-
Notifications
You must be signed in to change notification settings - Fork 14
Perun Bachelor's and Master's Theses Topics
Here we provide a list of ideas for possible Bachelor's or Master's theses related to Perun.
Ktrace is our current prototype implementation of a linux kernel tracer using eBPF (libbpf). However, Ktrace is missing a lot of core functions and features that are necessary for adoption of Ktrace by kernel teams (e.g., in Red Hat). The goal is to design, implement and test some of the missing features, e.g.,
- #161 Automate extraction of probe locations using perf
- #162 Automate filtering of probe locations
- #163 Support more probe types and their combinations in a single BPF program
- #164 Enhance the BPF program to trace multiple processes
- #165 Enhance the BPF program to monitor scheduling during tracing
- #166 Spawn and synchronize the ktrace and benchmark processes
- #168 Implement event parsing directly in the userspace C program
- #233 Add support of inline functions
Perun currently uses a single JSON profile format for all types of performance data. However, this format is not particularly memory efficient and it becomes increasingly difficult to support all types of performance data in a single format efficiently.

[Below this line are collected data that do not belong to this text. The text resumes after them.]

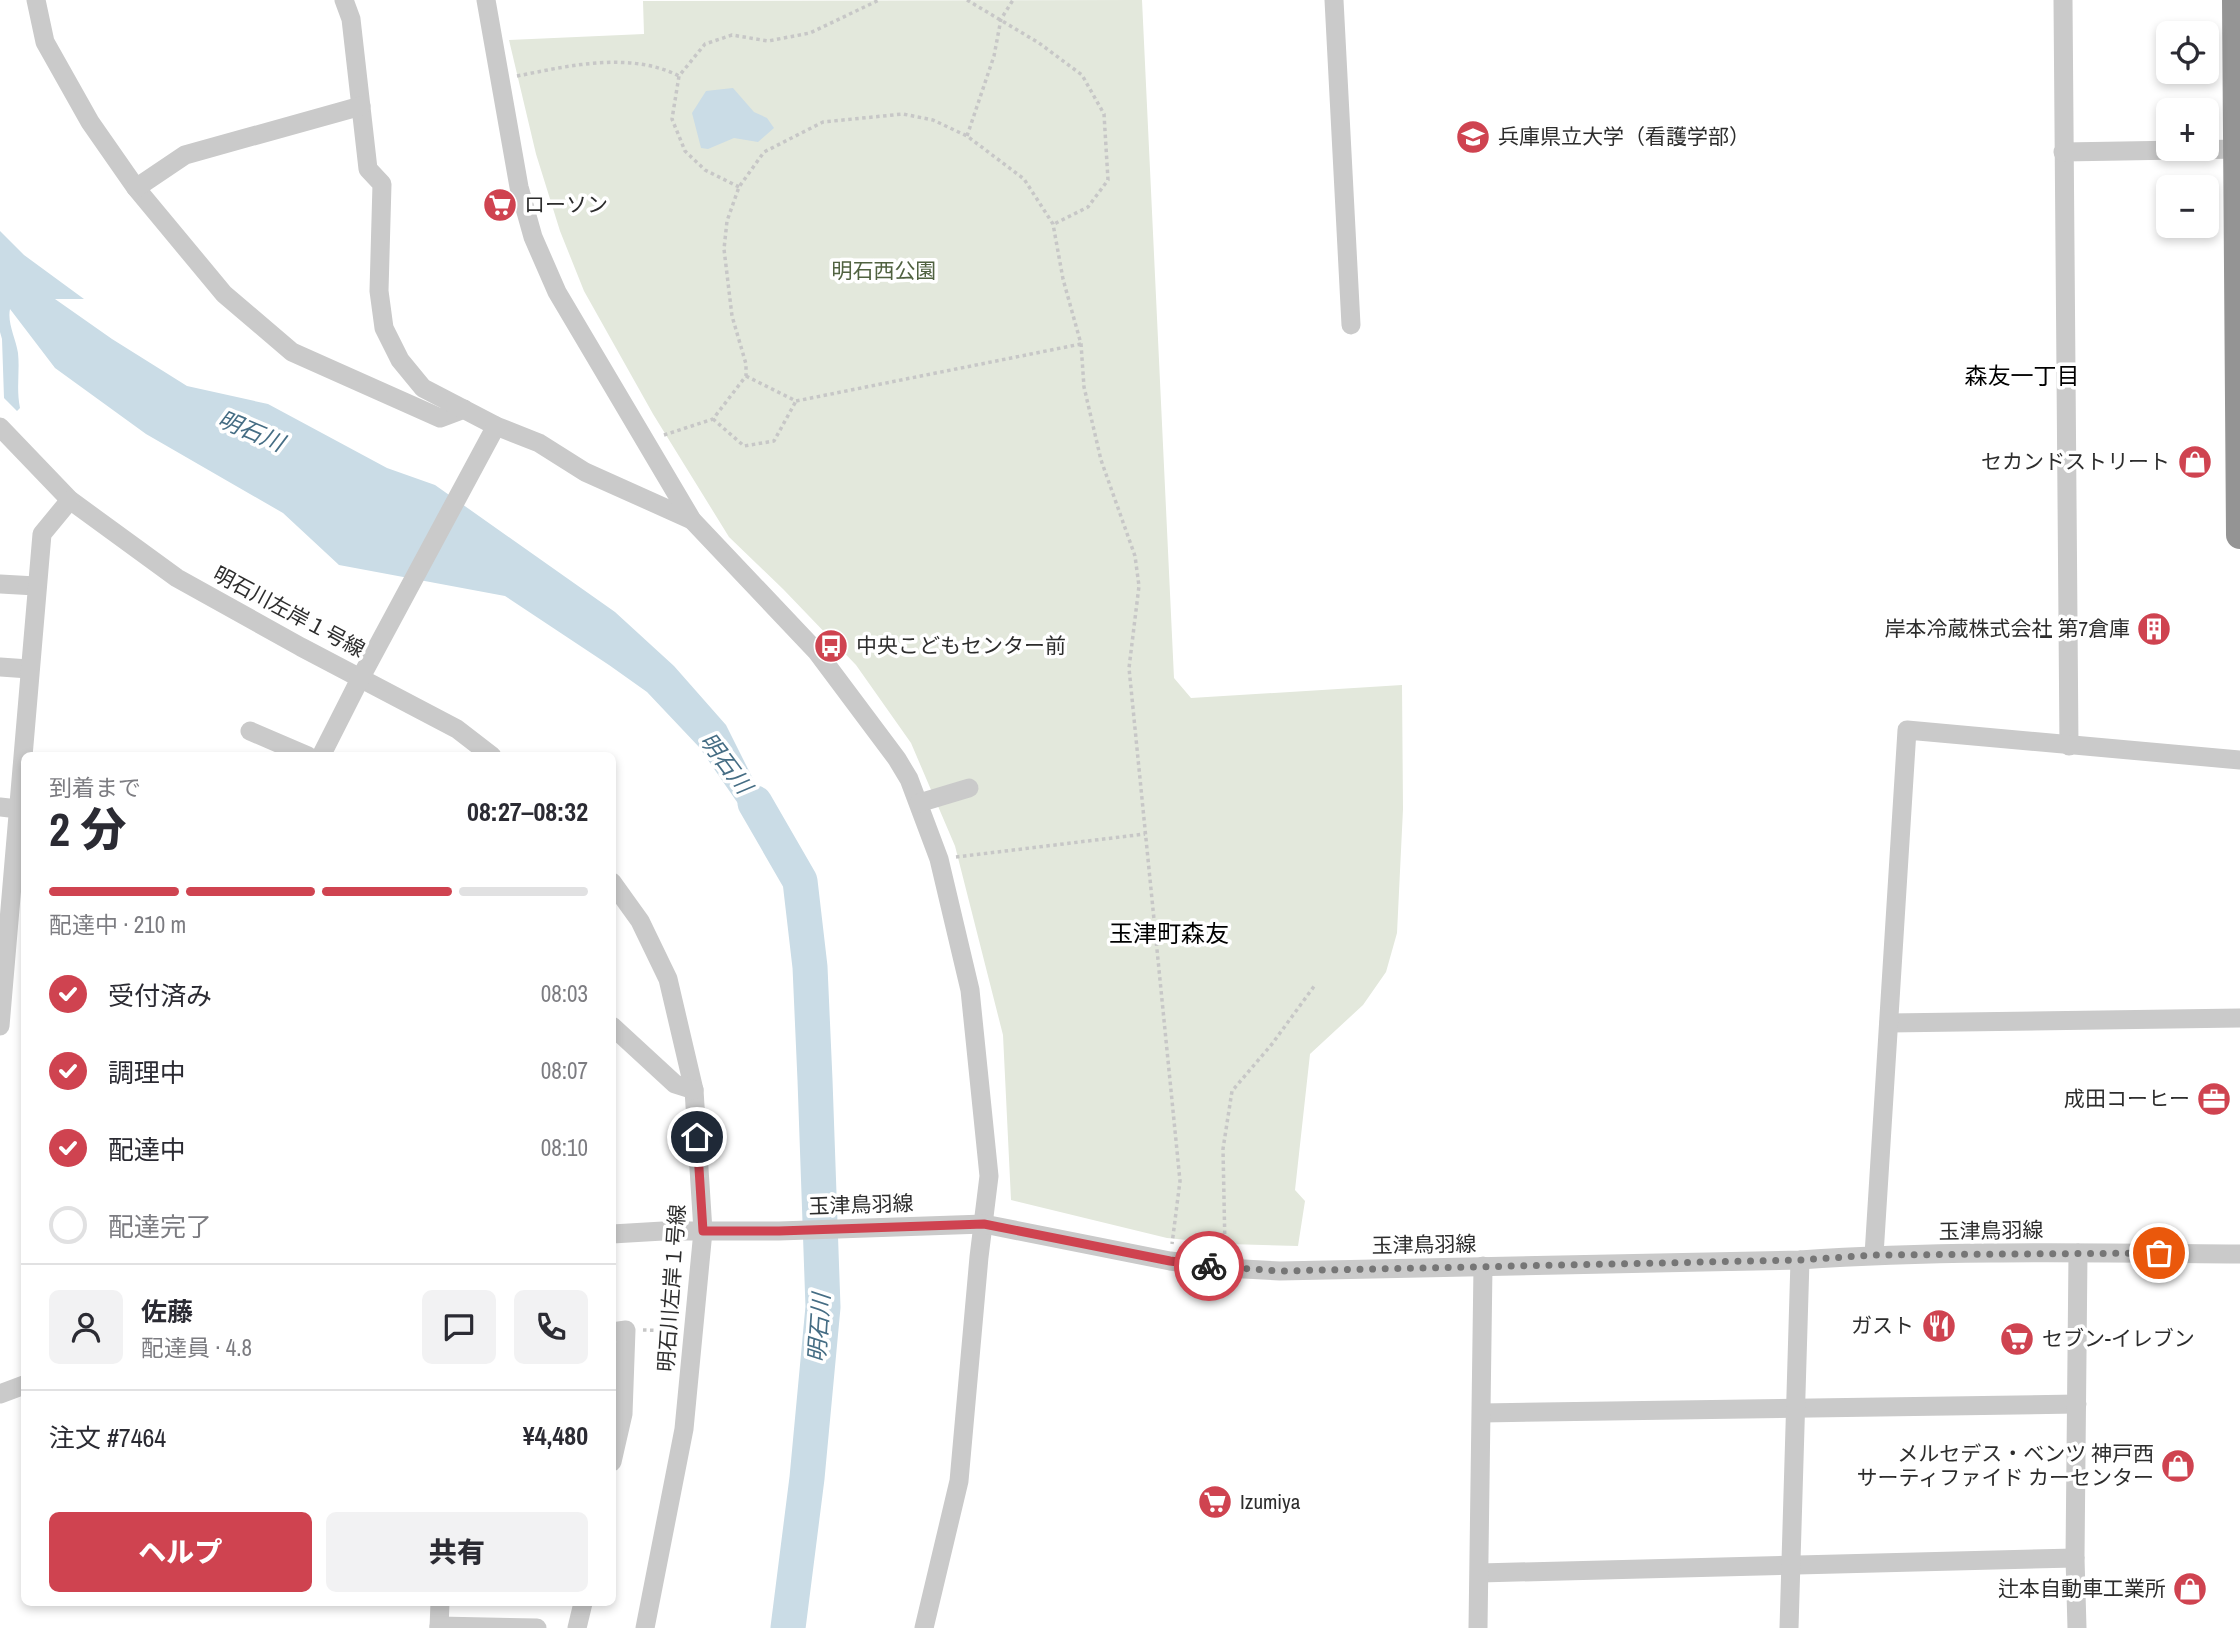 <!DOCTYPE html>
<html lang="ja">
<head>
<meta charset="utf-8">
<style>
	body { margin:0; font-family:"Archivo Narrow","Noto Sans JP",sans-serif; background:#f2f2f3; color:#2b2b33; height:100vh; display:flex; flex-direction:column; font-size:26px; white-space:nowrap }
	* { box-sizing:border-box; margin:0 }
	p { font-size:23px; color:#7c7c81 }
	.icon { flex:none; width:38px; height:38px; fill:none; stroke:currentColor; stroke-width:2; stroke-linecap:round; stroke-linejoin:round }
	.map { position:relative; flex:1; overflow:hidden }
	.drawer { position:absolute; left:21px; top:752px; width:595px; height:854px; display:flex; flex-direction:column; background:#fff; border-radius:10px; box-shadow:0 4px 10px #0003 }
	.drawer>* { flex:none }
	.buttons { position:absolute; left:2156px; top:21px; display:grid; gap:14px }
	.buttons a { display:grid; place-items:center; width:63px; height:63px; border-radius:10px; background:#fff; box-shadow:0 4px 10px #0003; font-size:35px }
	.pin { position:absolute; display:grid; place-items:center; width:60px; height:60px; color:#fff; margin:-30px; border:4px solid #fff; border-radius:50%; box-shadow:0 2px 7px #0007 }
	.courier { position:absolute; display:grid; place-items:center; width:70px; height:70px; margin:-35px; border:5px solid #cf4350; border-radius:50%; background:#fff; color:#222; box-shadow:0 2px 9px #0007 }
	.overview em { font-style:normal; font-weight:800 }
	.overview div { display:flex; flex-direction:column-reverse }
	.overview { display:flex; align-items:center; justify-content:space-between; height:119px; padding:0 28px }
	h1 { font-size:46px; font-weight:800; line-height:52px }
	.bar { display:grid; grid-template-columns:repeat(4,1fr); gap:10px 7px; align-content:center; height:84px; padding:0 28px }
	.bar i { height:9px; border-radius:5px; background:#e1e1e2 }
	.bar .active { background:#cf4350 }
	.bar p { grid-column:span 4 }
	.line { display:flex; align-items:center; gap:18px; padding:0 28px; border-top:2px solid #e1e1e2 }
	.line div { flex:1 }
	.round { display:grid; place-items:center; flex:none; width:74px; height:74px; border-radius:10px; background:#f2f2f3 }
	ol { padding:0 28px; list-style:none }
	li { display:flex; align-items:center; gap:21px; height:77px }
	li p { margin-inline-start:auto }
	li .icon { padding:7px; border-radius:50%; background:#cf4350; color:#fff; stroke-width:4 }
	li:last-child { color:#7c7c81 }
	li i { width:38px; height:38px; border:4px solid #e1e1e2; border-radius:50% }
	.button { display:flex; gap:14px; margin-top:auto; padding:14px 28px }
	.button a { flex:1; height:80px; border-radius:10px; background:#cf4350; color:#fff; font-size:28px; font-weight:800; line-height:80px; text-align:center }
	.button a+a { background:#f2f2f3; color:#2b2b33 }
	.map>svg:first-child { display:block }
	.green { fill:#e3e8dc }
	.water { fill:#cadce6 }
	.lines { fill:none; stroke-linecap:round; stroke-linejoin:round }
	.river { stroke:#cadce6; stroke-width:35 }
	.path { stroke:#c7c7c7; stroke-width:3.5; stroke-dasharray:3.5 3.5; stroke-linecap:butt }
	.minor { stroke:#cacaca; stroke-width:19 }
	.highway { stroke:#949494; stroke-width:28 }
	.done { stroke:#767676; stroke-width:7; stroke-dasharray:0 12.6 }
	.route { stroke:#cf4350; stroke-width:9 }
	.labels { text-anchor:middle; stroke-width:7; stroke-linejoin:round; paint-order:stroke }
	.poi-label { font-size:21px; fill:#2d2d2d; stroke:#fff; text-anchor:end }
	.park-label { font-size:21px; fill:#506240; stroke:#fff }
	.street-label { font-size:21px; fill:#2d2d2d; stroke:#fff }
	.neighbourhood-label { font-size:23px; fill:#000; stroke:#fff }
	.water-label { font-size:23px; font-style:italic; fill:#456d84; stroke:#fff }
	.quarter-label { font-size:24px; fill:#000; stroke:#fff }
</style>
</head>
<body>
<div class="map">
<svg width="2240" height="1628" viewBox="0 0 2240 1628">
	<rect width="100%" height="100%" fill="#fff"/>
	<polygon class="green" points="1142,0 1174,678 1191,698 1402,685 1403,809 1397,933 1386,972 1363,1005 1310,1054 1295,1190 1305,1201 1298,1246 1228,1244 1167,1238 1011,1200 1003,1035 955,846 911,743 856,665 783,589 729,537 653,414 584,291 560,231 536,154 509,40 644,34 643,1"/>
	<g class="water">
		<polygon points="733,88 754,112 767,118 774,128 758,142 734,138 708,149 701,148 692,113 706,91"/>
		<path d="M 0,231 L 24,255 L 84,299 L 55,299 L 112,339 L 187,386 L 268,404 L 387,468 L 435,485 L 615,612 L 674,666 L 726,725 L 792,857 L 746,815 L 699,747 L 647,692 L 609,665 L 505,596 L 339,565 L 283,513 L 146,434 L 55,368 L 10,309 C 7,323 16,339 18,353 C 20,372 16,388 20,408 L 17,411 L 4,398 L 2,339 L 0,332 Z"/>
	</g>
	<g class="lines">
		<polyline class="river" points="755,803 800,881 810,967 815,1080 823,1307 807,1478 788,1628"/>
		<g class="path">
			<polyline points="967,0 1039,43 1082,75 1104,114 1108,180 1088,207 1054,224"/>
			<path d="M 517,76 C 568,66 630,51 679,76"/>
			<polyline points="967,136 994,56 1001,19 1013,0"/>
			<polyline points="739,187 705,170 685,151 672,119 679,76 705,44 732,35 768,41 810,33 879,0"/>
			<polyline points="746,376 796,401 1081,344"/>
			<polyline points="713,419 744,446 774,441 796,401"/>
			<polyline points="664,435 713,419 746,376 746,364 732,316 724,249 727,221 739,187 764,152 823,122 903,114 933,120 967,136 1024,179 1053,224 1063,279 1081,344 1084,387 1101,460 1135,556 1139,586 1129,668 1180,1181 1172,1244"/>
			<polyline points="956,857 1145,834"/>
			<polyline points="1225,1248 1223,1149 1232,1091 1272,1044 1315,985"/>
			<polyline points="643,1330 677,1331"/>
		</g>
		<g class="minor">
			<polyline points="36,0 45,42 90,122 136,188 224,294 292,352 440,418 464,409"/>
			<polyline points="344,0 351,19 368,169 382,184 379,291 384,328 400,360 423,388 496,426 539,443 585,472 692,520"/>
			<polyline points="486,0 519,187 533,237 557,292 692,520 817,652 897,759 909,779 939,859 970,990 989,1176 979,1257 959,1481 924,1628"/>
			<polyline points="1334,0 1351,325"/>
			<polyline points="2063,0 2069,746"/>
			<polyline points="2063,152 2240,149"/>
			<polyline points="136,188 185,155 361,106"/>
			<polyline points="0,427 70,500 177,578 301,647 457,729 492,756"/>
			<polyline points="0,584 36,586"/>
			<polyline points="0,667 29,669"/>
			<polyline points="250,731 308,756"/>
			<polyline points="321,756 361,677 496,426"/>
			<polyline points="919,803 969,788"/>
			<polyline points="0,807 18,809"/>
			<polyline points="612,882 640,921 668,979 694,1090 703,1231 684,1429 645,1628"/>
			<polyline points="1889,1023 2240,1018"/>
			<polyline points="0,1026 42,534 70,500"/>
			<polyline points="612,1026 675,1084 694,1090"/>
			<path d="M 612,1234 L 663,1231 L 779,1231 L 984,1224 L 1170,1261 L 1225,1268 L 1280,1271 L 1800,1260 C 1947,1250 2094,1253 2240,1254"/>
			<polyline points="1874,1255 1907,730 2240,760"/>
			<polyline points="612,1332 626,1330 623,1414 612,1462"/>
			<polyline points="0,1394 24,1385"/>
			<polyline points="1482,1413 2077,1404"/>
			<polyline points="1480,1573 2075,1558"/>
			<polyline points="439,1626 537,1628"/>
			<polyline points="439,1628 440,1603"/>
			<polyline points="577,1628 583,1603"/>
			<polyline points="1478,1628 1483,1266"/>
			<polyline points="1789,1628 1800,1260"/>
			<polyline points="2077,1628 2075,1558 2078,1253"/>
		</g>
		<polyline class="highway" points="2236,0 2240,535"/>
	</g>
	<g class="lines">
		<polyline class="done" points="1209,1266 1280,1271 1800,1260 1874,1255 2159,1253"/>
		<polyline class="route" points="697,1137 703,1231 779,1231 984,1224 1170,1261 1209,1266"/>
	</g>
	<defs>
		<g id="university-disc" transform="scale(1.75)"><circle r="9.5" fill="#cf4350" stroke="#fff"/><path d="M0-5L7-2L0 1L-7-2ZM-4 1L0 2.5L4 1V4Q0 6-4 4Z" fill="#fff"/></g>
		<g id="supermarket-disc" transform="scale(1.75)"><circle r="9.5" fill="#cf4350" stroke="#fff"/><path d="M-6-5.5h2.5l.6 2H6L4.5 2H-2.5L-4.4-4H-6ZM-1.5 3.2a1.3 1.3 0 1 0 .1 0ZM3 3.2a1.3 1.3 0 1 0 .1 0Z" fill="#fff"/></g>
		<g id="shop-disc" transform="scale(1.75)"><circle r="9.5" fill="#cf4350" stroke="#fff"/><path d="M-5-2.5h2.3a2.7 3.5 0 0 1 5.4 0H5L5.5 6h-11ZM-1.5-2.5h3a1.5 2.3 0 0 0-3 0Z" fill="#fff"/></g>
		<g id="building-disc" transform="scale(1.75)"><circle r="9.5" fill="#cf4350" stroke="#fff"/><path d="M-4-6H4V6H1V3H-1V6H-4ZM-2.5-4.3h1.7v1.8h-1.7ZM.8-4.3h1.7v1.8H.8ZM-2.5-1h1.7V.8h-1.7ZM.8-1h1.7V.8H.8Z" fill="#fff"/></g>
		<g id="bus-disc" transform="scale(1.75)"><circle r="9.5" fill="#cf4350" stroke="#fff"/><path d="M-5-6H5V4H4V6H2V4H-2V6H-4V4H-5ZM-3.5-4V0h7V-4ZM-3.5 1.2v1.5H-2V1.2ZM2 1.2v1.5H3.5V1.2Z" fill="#fff"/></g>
		<g id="office-disc" transform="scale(1.75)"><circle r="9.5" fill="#cf4350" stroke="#fff"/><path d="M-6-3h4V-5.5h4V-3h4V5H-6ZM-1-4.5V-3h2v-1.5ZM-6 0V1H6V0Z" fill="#fff"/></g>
		<g id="restaurant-disc" transform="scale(1.75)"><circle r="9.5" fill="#cf4350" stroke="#fff"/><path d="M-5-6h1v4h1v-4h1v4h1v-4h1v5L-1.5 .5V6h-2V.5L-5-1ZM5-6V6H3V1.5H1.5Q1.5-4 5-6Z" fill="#fff"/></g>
	</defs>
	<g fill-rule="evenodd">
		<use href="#university-disc" x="1473" y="137"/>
		<use href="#supermarket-disc" x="500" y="205"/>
		<use href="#shop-disc" x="2195" y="462"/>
		<use href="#building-disc" x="2154" y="629"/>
		<use href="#bus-disc" x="831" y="646"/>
		<use href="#office-disc" x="2214" y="1099"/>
		<use href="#restaurant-disc" x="1939" y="1326"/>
		<use href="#supermarket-disc" x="2017" y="1339"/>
		<use href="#shop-disc" x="2178" y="1466"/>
		<use href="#supermarket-disc" x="1215" y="1502"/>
		<use href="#shop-disc" x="2190" y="1589"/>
	</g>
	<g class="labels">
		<g class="poi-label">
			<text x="1498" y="144" text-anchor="start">兵庫県立大学（看護学部）</text>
			<text x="524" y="212" text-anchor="start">ローソン</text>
			<text x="2170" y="469">セカンドストリート</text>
			<text x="2130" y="636">岸本冷蔵株式会社 第7倉庫</text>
			<text x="856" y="653" text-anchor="start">中央こどもセンター前</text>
			<text x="2190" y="1106">成田コーヒー</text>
			<text x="1914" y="1333">ガスト</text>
			<text x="2042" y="1346" text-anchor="start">セブン-イレブン</text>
			<text x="2154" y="1461">メルセデス・ベンツ 神戸西<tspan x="2154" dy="24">サーティファイド カーセンター</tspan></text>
			<text x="1240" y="1509" text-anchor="start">Izumiya</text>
			<text x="2166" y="1596">辻本自動車工業所</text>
		</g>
		<g class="park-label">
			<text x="884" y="278">明石西公園</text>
		</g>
		<g class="street-label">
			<text transform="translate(289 612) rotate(28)" y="7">明石川左岸１号線</text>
			<text transform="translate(861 1205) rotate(-2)" y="7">玉津鳥羽線</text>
			<text transform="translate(1991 1231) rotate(-1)" y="7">玉津鳥羽線</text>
			<text transform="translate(1424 1245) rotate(-1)" y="7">玉津鳥羽線</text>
			<text transform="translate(672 1288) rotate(-86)" y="7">明石川左岸１号線</text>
		</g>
		<g class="neighbourhood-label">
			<text x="2022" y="384">森友一丁目</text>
		</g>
		<g class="water-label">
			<text transform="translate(251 431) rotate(23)" y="8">明石川</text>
			<text transform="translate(726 763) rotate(53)" y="8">明石川</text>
			<text transform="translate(819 1328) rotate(-86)" y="8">明石川</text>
		</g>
		<g class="quarter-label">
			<text x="1169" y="942">玉津町森友</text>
		</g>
	</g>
</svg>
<div class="buttons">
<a><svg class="icon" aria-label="locate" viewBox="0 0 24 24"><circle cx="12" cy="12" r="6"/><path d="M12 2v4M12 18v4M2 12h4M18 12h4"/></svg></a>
<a>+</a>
<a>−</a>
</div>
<div class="pin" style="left:2159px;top:1253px;background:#ea580c"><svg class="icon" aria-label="bag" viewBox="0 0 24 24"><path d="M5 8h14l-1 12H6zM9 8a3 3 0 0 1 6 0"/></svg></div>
<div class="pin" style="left:697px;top:1137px;background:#1f2937"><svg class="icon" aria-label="home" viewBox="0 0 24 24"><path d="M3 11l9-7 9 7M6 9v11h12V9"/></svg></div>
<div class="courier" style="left:1209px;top:1266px"><svg class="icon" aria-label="bike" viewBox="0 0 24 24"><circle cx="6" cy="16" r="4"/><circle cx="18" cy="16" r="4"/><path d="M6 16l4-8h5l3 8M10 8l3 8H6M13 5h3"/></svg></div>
<section class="drawer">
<div class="overview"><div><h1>2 分</h1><p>到着まで</p></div><em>08:27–08:32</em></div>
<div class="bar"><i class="active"></i><i class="active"></i><i class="active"></i><i></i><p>配達中 · 210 m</p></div>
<ol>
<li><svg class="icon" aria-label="check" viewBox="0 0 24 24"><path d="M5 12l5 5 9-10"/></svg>受付済み<p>08:03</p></li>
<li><svg class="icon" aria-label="check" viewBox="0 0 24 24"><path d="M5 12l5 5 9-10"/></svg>調理中<p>08:07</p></li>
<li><svg class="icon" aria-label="check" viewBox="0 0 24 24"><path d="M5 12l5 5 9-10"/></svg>配達中<p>08:10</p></li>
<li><i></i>配達完了</li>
</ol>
<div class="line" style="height:126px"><a class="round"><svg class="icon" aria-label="person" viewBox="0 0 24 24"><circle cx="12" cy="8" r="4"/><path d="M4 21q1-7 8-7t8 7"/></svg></a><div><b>佐藤</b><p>配達員 · 4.8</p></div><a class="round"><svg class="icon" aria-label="chat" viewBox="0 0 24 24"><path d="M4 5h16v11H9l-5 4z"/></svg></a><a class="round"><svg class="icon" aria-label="phone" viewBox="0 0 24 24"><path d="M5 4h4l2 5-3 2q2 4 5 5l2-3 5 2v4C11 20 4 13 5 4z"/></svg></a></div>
<div class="line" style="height:91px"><div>注文 #7464</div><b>¥4,480</b></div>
<div class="button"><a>ヘルプ</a><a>共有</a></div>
</section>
</div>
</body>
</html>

- Design and develop a new
Profile
architecture that either supports efficient storage of all types of performance data in a single format, or supports multipleProfile
types that can store different kinds of performance data (e.g., samples, events, snapshots, etc.). - Design and develop such
Profile
format(s) and extensively evaluate its/their memory and time requirements. Focus on designing as efficient format(s) as possible using e.g., compression techniques, binary formatting, compact representation of duplicate data entries, etc.
Design and develop a query system for Perun profiles (e.g., inspired by LinQ) that will simplify retrieving or querying data from Perun profiles without the need to understand the exact Perun profile. This topic is closely related to the previous topic and should either be merged together into a single thesis, or assigned as a follow-up work.
Perun currently uses mostly, but not exclusively, custom built profilers and tools for performance analysis, with some notable exceptions being our perf, Loopus or Cost wrappers. However, to make Perun easier to adopt by development teams, we should integrate well-established tools used by the performance and QA community, e.g.,
- Callgrind and its front-end KCachegrind. KCachegrind could also be extended to support diff view of multiple profiles.
- Memcheck, Cachegrind, Massif, ...
- Diffkemp.
Design and implement a technique to combine multiple profiles with different performance metrics, e.g., memory consumption, function calls, trace stack samples, etc. into a single multi-faceted performance overview. A possible extension of this topic is to add support for safe collection of multiple performance metrics at the same time during a single profiling run. This topic may also be merged with the previous one.
Some Perun profilers preserve the full (stack) trace context of function calls, which may result in high tens of thousands of traces in the resulting profiles. As a consequence, diff analysis and diff view of such profiles needs to pair traces from both profiles to identify missing, new and modified traces. This becomes extremely costly for long runs or complex programs. Hence, efficient techniques for matching large sets of traces is necessary. Also, efficient storage of such large number of traces consumes significant amount of space and should be optimized.
Note: This topic is rather experimental and will likely require studying state-of-the-art approaches and algorithms.
A rather broad set of possible topics that would build on our new, and not yet fully integrated, LLVM compile-time instrumentation tool. Some possible directions are, e.g.,
- extending the current basic block instrumentation with new types of instrumentation primitives, e.g., function calls and returns, specific sets of instructions, shared memory manipulation, etc.;
- further optimization of the basic block instrumentation using CFG patterns or efficient path representation: Ball-Larus Efficient Path Profiling https://dl.acm.org/doi/10.5555/243846.243857.
Investigate possible use-cases for AI, Machine Learning or Machine Reasoning within Perun. This may include designing new profiling optimizations (e.g., identifying functions that are not interesting performance-wise and as such could be omitted from profiling), predicting performance changes based on the source code changes, or aiding the user in finding the root cause of a performance issue.
Note: This topic is highly experimental and assumes the student is somewhat familiar with designing AI, ML or MR systems.
Research the state-of-the-art of (performance) runtime verification and investigate the possibilities of implementing some of the algorithms or techniques within Perun. Integrating and enhancing existing runtime verification tools is also a possibility.
This topic may require implementation of LTL or CTL logic support for specification of verification properties in Perun.